If you were unable to attend the SIGGRAPH Keynote panel on Monday, featuring nine distinguished animation directors, you’re in luck because the 92-minute discussion is posted below.

The panel, entitled “Giants’ First Steps,” focused on the early careers of the following artists: Pete Docter (Monsters, Inc., Up), Eric Goldberg (Pocahontas, Fantasia/2000), Kevin Lima (Tarzan), Mike Mitchell (Shrek Forever After, Alvin and the Chipmunks: Chipwrecked), Chris Sanders (Lilo & Stitch, How to Train Your Dragon), Henry Selick (Nightmare Before Christmas, Coraline), David Silverman (The Simpsons Movie), Kirk Wise (Beauty and the Beast, Atlantis: The Lost Empire) and Ron Clements (The Little Mermaid, Aladdin).

  • the Gee

    I’m a sucker for these kinds of panels and definitely wish I had been there.

  • George Comerci

    Ill definately look at it later, just dont have time now! but yes, i definately wish i couldve been there :D

  • James Madiosn

    Really good panel. Also good points on looking at different platforms as being “the new frontier” and not being dependent upon the status quo.

  • Ness

    Really enjoyed this, thank you!

  • doug

    this could have gone on all day and it still wouldn’t have been enough

  • Henrique Barone

    Absolutely inspiring!
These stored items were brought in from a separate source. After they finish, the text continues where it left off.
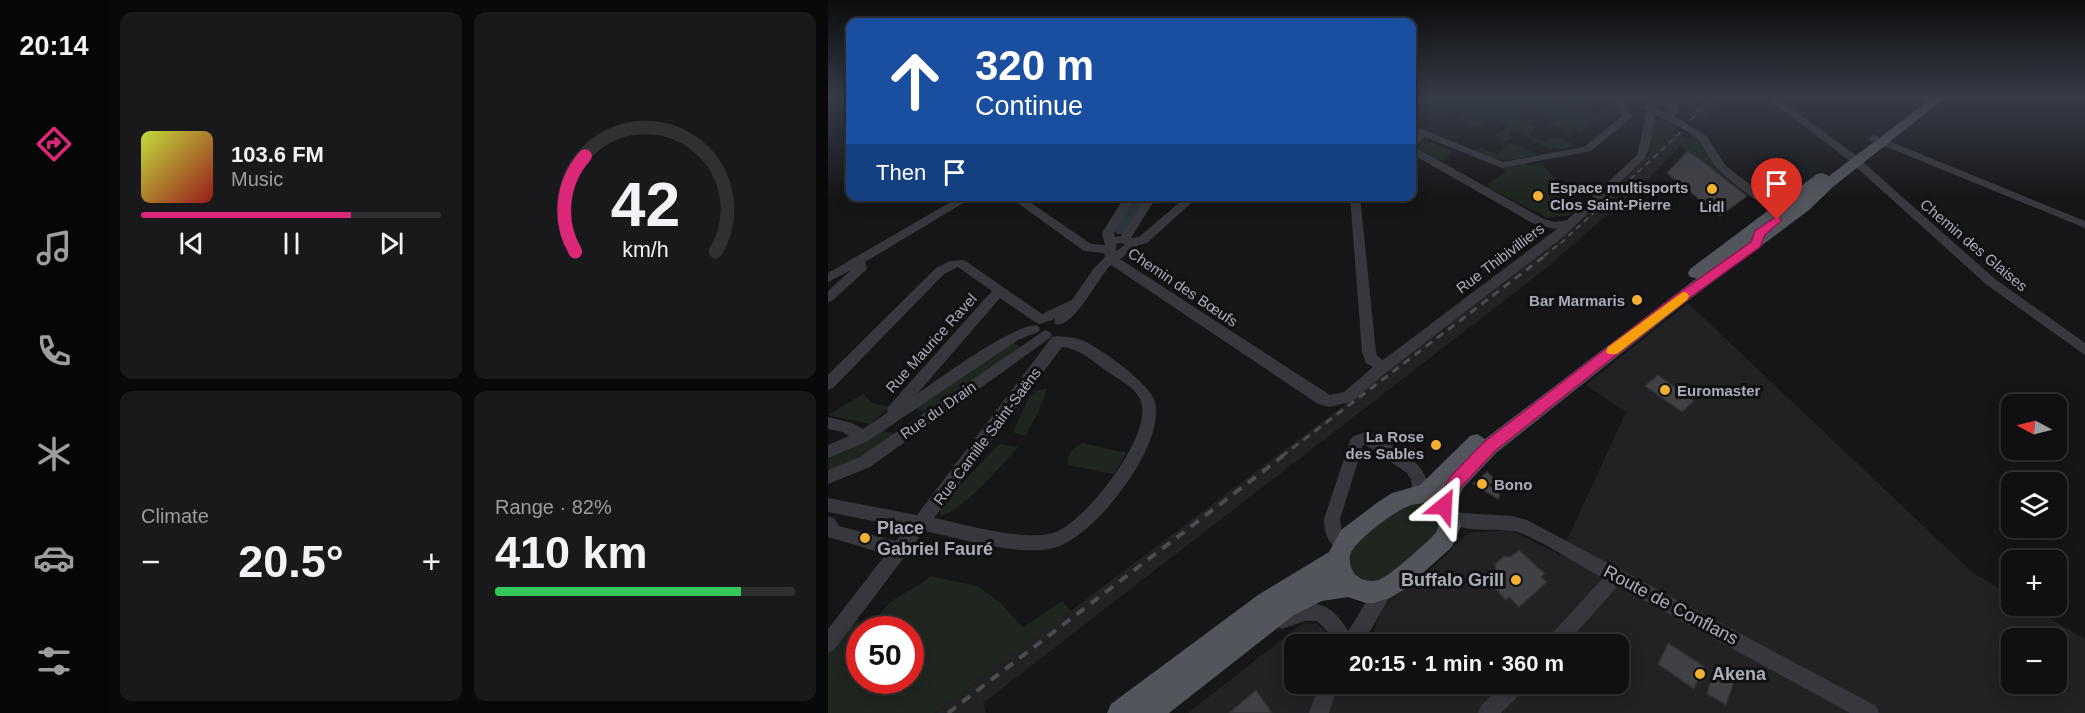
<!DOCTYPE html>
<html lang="en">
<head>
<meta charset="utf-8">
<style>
	body { margin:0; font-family:Helvetica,sans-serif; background:#19191b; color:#f1f3f6; height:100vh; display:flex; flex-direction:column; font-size:22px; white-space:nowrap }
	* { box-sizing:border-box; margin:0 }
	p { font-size:20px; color:#9c9d9f }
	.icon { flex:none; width:33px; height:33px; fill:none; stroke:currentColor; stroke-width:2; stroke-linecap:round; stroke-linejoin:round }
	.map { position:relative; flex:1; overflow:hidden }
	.details { display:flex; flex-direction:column; gap:12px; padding:12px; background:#09090a; width:720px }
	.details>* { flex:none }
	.guide { position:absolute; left:18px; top:18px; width:570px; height:183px; border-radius:12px; box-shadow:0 3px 15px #0003,0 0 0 2px #303032; background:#1a4fa0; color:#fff; overflow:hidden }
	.needle { width:39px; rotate:277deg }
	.buttons { position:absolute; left:1173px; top:394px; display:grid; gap:12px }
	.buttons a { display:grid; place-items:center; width:66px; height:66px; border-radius:12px; background:#101012; box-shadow:0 3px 15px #0003,0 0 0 2px #303032; font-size:30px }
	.speed { position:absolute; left:18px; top:616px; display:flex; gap:12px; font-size:30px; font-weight:700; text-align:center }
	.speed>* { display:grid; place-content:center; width:78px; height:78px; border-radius:50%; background:#101012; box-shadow:0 3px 15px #0003,0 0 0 2px #303032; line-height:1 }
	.speed .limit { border:9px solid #d22; background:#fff; color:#111 }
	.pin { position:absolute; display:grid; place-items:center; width:51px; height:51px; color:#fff; margin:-62px -26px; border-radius:50% 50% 50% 0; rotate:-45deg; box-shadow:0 0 6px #0007 }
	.pin .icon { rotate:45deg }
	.me { position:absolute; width:66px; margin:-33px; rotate:27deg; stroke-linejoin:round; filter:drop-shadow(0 0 4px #0008) }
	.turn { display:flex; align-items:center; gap:21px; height:126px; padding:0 30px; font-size:27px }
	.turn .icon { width:78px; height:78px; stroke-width:2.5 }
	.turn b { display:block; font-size:42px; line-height:51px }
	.then { display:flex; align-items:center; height:57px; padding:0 30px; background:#0003; gap:12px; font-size:22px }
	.big { font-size:45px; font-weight:700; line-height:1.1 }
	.details .tile { flex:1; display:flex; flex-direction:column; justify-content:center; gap:9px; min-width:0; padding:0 21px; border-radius:12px; background:#19191b }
	.details .dial { align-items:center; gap:0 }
	.dial svg { height:156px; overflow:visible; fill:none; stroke:#303032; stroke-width:7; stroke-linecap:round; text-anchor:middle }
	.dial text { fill:#f1f3f6; stroke:none }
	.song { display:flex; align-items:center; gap:18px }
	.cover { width:72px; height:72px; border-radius:9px; background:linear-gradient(135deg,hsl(70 70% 55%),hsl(0 70% 35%)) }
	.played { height:6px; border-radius:3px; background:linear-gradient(90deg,#db2777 70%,#303032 70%) }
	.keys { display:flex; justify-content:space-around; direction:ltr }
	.heat { display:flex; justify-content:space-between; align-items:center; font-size:33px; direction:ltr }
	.charge { height:9px; border-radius:4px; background:linear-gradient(90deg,#34c759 82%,#303032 0) }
	.details .tiles { flex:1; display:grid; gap:12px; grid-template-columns:repeat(2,1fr) }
	.trip { position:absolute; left:456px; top:634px; width:345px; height:60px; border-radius:12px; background:#101012; box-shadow:0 3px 15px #0003,0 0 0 2px #303032; font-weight:700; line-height:60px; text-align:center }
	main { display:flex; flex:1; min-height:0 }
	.menu { display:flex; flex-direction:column; width:108px; justify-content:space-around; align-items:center; background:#060607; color:#9c9d9f }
	.menu .icon { width:42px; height:42px }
	.menu .selected { color:#db2777 }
	.menu b { font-size:27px; color:#f1f3f6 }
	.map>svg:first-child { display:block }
</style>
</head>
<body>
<main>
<nav class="menu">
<b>20:14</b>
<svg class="icon selected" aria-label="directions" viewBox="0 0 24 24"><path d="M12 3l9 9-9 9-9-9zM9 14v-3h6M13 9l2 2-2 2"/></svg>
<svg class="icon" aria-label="music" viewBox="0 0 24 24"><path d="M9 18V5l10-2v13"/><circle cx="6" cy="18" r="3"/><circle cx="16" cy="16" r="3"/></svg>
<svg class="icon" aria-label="phone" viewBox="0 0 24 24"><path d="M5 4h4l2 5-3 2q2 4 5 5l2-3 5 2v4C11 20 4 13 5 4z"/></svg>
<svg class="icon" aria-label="climate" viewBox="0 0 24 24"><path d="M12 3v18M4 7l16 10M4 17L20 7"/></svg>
<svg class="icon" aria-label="car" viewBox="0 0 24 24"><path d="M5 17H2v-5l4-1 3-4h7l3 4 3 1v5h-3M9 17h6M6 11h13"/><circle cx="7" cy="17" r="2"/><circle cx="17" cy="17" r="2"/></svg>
<svg class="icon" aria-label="filters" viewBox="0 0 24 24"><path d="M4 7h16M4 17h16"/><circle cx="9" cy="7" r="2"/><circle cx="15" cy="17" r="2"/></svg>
</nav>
<section class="details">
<div class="tiles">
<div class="tile">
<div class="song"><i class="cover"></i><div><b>103.6 FM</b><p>Music</p></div></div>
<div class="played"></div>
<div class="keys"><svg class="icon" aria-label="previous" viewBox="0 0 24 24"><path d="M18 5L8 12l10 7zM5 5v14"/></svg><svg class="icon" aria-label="pause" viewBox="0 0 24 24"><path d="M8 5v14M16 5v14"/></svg><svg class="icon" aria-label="next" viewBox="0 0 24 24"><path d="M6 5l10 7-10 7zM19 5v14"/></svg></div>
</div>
<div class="tile dial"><svg viewBox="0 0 100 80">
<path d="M14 69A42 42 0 1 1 86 69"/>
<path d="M14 69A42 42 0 0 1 19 20" stroke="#db2777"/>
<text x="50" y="56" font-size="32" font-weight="700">42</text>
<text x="50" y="72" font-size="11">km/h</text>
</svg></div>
<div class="tile"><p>Climate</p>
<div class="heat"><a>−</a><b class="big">20.5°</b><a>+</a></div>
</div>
<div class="tile"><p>Range · 82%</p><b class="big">410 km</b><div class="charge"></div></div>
</div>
</section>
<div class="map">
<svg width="1257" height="713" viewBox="0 0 1257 713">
	<rect width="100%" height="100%" fill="#161618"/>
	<g fill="#222225" fill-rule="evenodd">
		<polygon points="877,98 895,98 876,122 862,115"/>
		<polygon points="847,131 859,139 822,177 721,266 155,703 158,713 107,713 507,412 712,254"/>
		<path d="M860,303L1145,573L1183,595L1184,606H1201L1257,639V713H360L475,623L489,624L513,645H466V684H790V645H532L545,633L556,605L610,563L640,533L682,530L732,555L798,412L758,385ZM1184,639H1228V684H1184Z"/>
	</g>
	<g fill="#1e261f" fill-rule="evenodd">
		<path d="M584,98H683L693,102C705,93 717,100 730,98L737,104L734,98H753L756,102L750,108L768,115L786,102L789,103L792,115L785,122L772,117L753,132L747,128L742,132L721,124L726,119L703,109L690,119L709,128L701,135L719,142L727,137L746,144L744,147C720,152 710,144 692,133L683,132L681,135L683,137L679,141L667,136L680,125L663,118L649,127L630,117L620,123L618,122L633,115L632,109L624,107L627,109L615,119L599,111L601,108L595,109L584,104Z"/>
		<polygon points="828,119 843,120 852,125 822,155 823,124"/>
		<path d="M864,134C869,138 895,174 896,178L853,146Z"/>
		<polygon points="600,138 600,141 625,152 613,161 589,148 596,139"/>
		<path d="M683,142L711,154C681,160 676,165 647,151L651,147L669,154Z"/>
		<polygon points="698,162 700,166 713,163 752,207 740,216 719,218 658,186 678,171 673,168 674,166"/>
		<polygon points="184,341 195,349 103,412 85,409"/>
		<polygon points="219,389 211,411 197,436 185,432 202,395 207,394 208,392 203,391"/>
		<polygon points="35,394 44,403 62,407 42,424 0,415"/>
		<polygon points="53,431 72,434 37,456 0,473 0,457"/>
		<path d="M254,443L299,453L286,474L240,465C238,455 245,448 254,443Z"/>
		<path d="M171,444L190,447C176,463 131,514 112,516V507Z"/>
		<polygon points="577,502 598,503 608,511 612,530 558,580 543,584 523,576 518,553 521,548"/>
		<path d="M102,576L149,586L172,602L195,628L234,601L243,611L107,713H0V644L19,619L44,626C53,610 62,601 78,592C87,586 95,585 102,576ZM32,630H82V681H32Z"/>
	</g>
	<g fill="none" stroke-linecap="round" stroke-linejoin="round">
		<polygon fill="#2c353c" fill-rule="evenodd" points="307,196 322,196 299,234 289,234 286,230"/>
	</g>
	<g fill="#404145" stroke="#303034" stroke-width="1.5">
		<polygon points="860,151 878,164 919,196 892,216 839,173"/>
		<polygon points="830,375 866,401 854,412 817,386"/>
		<polygon points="659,472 668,480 661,485 672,495 670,499 645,484"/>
		<polygon points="691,550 717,574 713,577 719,582 691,607 681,597 678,600 658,579 668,570 667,564 676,556 682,557"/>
		<polygon points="840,643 876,666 866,689 830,664"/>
		<polygon points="885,671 906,682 898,705 879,694"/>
		<polygon points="428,690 444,713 401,713"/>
	</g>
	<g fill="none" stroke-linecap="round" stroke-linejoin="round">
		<g fill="#37383d" fill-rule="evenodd">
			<path d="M786,98H795L804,117L763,151L674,168L597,137L589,146L590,149L716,219L727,222L739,220L809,155L819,111L816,108L822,101L867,98L866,101L846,104L850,107V113L846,116L878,136L898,166L941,199L956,207V211C942,214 899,180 890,169C882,161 878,150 871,141C860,129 841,121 827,116L821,149L817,158L735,237L555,375L525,401L502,407L490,404L283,265C270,277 245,330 227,324V319L212,324L207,322L172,298L89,394C108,381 191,320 210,326L212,329L210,332L190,340L40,441L0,458V445L21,436L15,432L0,429V417L24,423L35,429L59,413L60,407L164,291L130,267L116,274L5,388L0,390V375L108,268L122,261L136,260L214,314L244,300L266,268L277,257L276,253L256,251L180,196H193L263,244L277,245L274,233L297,196H308L286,233L287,237L293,236L318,196H329L303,238L311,237L359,196H371L319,243L311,245L292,259L502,395L516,392L545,367L538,363L534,352L522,196H532L548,352L549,356L555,360L729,229L708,225L584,154V140L589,134L584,131V125L675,162L756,147L794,116ZM834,105L840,108V111L833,112L826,107ZM294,243L297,245L288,251V244Z"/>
			<polygon points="939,98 949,98 1026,154 1167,279 1257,343 1257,355 1159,285 1018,158"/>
			<polygon points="1046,135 1257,221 1257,228 1042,140 1041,138"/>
			<polygon points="133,196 147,196 37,262 39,268 37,271 4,301 0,302 0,291 23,270 0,282 0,273"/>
			<polygon points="217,330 222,332 224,335 222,338 42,467 0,484 0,470 32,457"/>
			<path d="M229,336C237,337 248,337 256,341C273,349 323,384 327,402C338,445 267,537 226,548C191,557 132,538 96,531L6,650L0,653V629L58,554L0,537V516L6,518L11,526L68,541L79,528L0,512V498L89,515L224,337ZM234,347C252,349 262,359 277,370C288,378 306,386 312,399C328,433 258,520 228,532C200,543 136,524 106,518Z"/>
			<path d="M537,432C560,439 612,469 598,499L592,501L586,499L583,479L579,473L538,445H535L512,519L514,532L523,544L521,549L515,552C501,546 496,534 496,519L522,441L524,437Z"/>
			<path d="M620,506L634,513L684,516L699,520L1048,706L1051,713H1022L790,586L737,645H716L719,639L775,578C756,568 702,533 685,531C665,528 622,535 612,513L614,508Z"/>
			<path d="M557,581L563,583L566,589L544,628L532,645H508L499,631L489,621H477L454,629L448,626L445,620L448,614C481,600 500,597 520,631C531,617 543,586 557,581Z"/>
			<polygon points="492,684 510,684 501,713 481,713"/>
			<polygon points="675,684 697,684 695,691 673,713 650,713 653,706"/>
		</g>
		<path fill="#53555c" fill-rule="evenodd" d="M1104,98H1117L1006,186L981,210L854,305L668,453L635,488L627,506L633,526L624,547L577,589L562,598L546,603H538L520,597L494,601L466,615L341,713H279L283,704L430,595L501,552L513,530L550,502L564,493L592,485L642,436L649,434L657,439L869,278L862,277L860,273L862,269L989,174L994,173L1001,176ZM596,503C607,511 614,519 608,533C597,544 564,574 551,580C543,582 535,581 529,576C523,571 521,563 522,555C526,541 565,513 578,507C584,504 590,504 596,503Z"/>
		<polyline stroke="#4a4c52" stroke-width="2" stroke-dasharray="6 4.5" stroke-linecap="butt" points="716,256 734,242 848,137 882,98"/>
		<polyline stroke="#4a4c52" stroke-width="3" stroke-dasharray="8 6" stroke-linecap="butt" points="453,457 718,255"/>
		<polyline stroke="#4a4c52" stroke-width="4" stroke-dasharray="10 8" stroke-linecap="butt" points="120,713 455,456"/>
	</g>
	<linearGradient id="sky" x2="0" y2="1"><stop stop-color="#0c0c0d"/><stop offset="0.49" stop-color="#363c48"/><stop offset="1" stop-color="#363c48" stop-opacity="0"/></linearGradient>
	<rect width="1257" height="198" fill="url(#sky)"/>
	<polygon fill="#db2777" stroke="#8e194d" stroke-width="1.5" points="949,216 954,220 937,235 932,247 853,304 667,451 633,487 622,511 616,513 611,511 608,506 622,477 656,442 844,298 923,242 927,231"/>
	<polygon fill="#f59e0b" points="855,292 859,293 861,296 859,300 789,354 780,354 778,351 780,347"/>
	<g fill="#f2b134" stroke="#111113" stroke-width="2">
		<circle cx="884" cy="189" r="6"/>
		<circle cx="710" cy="196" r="6"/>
		<circle cx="809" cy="300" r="6"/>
		<circle cx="837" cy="390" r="6"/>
		<circle cx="608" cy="445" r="6"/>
		<circle cx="654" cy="484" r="6"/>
		<circle cx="37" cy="538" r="6"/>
		<circle cx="688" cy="580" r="6"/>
		<circle cx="872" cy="674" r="6"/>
	</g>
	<g text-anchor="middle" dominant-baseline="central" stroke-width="6" stroke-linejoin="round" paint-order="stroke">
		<g font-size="14" font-weight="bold" fill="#a8adb8" stroke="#111113">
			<text x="884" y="207">Lidl</text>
		</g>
		<g font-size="15" font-weight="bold" fill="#a8adb8" stroke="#111113" text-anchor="start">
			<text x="722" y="187">Espace multisports<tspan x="722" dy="17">Clos Saint-Pierre</tspan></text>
			<text x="797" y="300" text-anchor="end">Bar Marmaris</text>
			<text x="849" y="390">Euromaster</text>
			<text x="596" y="436" text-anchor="end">La Rose<tspan x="596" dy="17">des Sables</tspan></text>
			<text x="666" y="484">Bono</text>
		</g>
		<g font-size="15" fill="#a8adb8" stroke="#111113">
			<text transform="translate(1146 245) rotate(40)">Chemin des Glaises</text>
			<text transform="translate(672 258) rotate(-37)">Rue Thibivilliers</text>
			<text transform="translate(355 287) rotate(34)">Chemin des Bœufs</text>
			<text transform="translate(103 343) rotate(-48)">Rue Maurice Ravel</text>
			<text transform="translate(110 410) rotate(-35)">Rue du Drain</text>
			<text transform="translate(159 436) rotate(-53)">Rue Camille Saint-Saëns</text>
		</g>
		<g font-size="18" font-weight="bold" fill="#a8adb8" stroke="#111113" text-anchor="start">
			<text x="49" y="528">Place<tspan x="49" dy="21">Gabriel Fauré</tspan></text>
			<text x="676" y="580" text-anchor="end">Buffalo Grill</text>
			<text x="884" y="674">Akena</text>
		</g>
		<g font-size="18" fill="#a8adb8" stroke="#111113">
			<text transform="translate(843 605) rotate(28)">Route de Conflans</text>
		</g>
	</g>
</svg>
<div class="buttons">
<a><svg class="needle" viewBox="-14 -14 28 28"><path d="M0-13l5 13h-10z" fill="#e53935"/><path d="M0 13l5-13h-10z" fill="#9c9d9f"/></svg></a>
<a><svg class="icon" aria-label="layers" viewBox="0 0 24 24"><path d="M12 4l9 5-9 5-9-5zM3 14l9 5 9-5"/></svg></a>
<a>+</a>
<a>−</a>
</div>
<div class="speed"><div class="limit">50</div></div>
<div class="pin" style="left:949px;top:220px;background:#d93025"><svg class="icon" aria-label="arrive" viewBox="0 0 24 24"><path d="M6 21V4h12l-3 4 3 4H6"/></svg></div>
<svg class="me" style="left:616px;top:506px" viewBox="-20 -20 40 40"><path d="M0-17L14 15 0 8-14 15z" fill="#db2777" stroke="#fff" stroke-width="4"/></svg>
<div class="trip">20:15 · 1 min · 360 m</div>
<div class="guide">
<div class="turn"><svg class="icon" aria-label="ahead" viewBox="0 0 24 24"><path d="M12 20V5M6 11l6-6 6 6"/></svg><div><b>320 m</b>Continue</div></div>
<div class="then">Then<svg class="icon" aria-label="arrive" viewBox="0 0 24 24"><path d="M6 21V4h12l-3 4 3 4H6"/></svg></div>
</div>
</div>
</main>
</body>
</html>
I loved that the starting point for the talk is the student film for each of them! On a side note, Eric Goldberg is a Character Design class himself. :)

  • George Coff

    great stuff. some of the most helpful points i have heard from a panel before. as a beginner im surprised by how much i can relate to a lot of their early stories! (however i wish i had a mentor).

  • Ju-osh

    Starts off slow, quickly gets AMAZING. By the 40 minute mark, I literally found myself rubbing my cheeks — they were sore from the giant smile on my face!

  • Vicky

    This is great! Thanks for posting it, it’s a shame there are no ladies in this line up, but high five Henry Selick for mentioning Caroline Leaf.

  • the Gee

    It is worth taking the time to watch. While it isn’t the widest spectrum of directors–each is talented, experienced and knows what they are talking about.

    I agree with Ju-osh that it starts off kind of slow. But, these types of panels can be that way. But, once the topics turn slightly each of them chimes in with great stuff and no one remains a wallflower.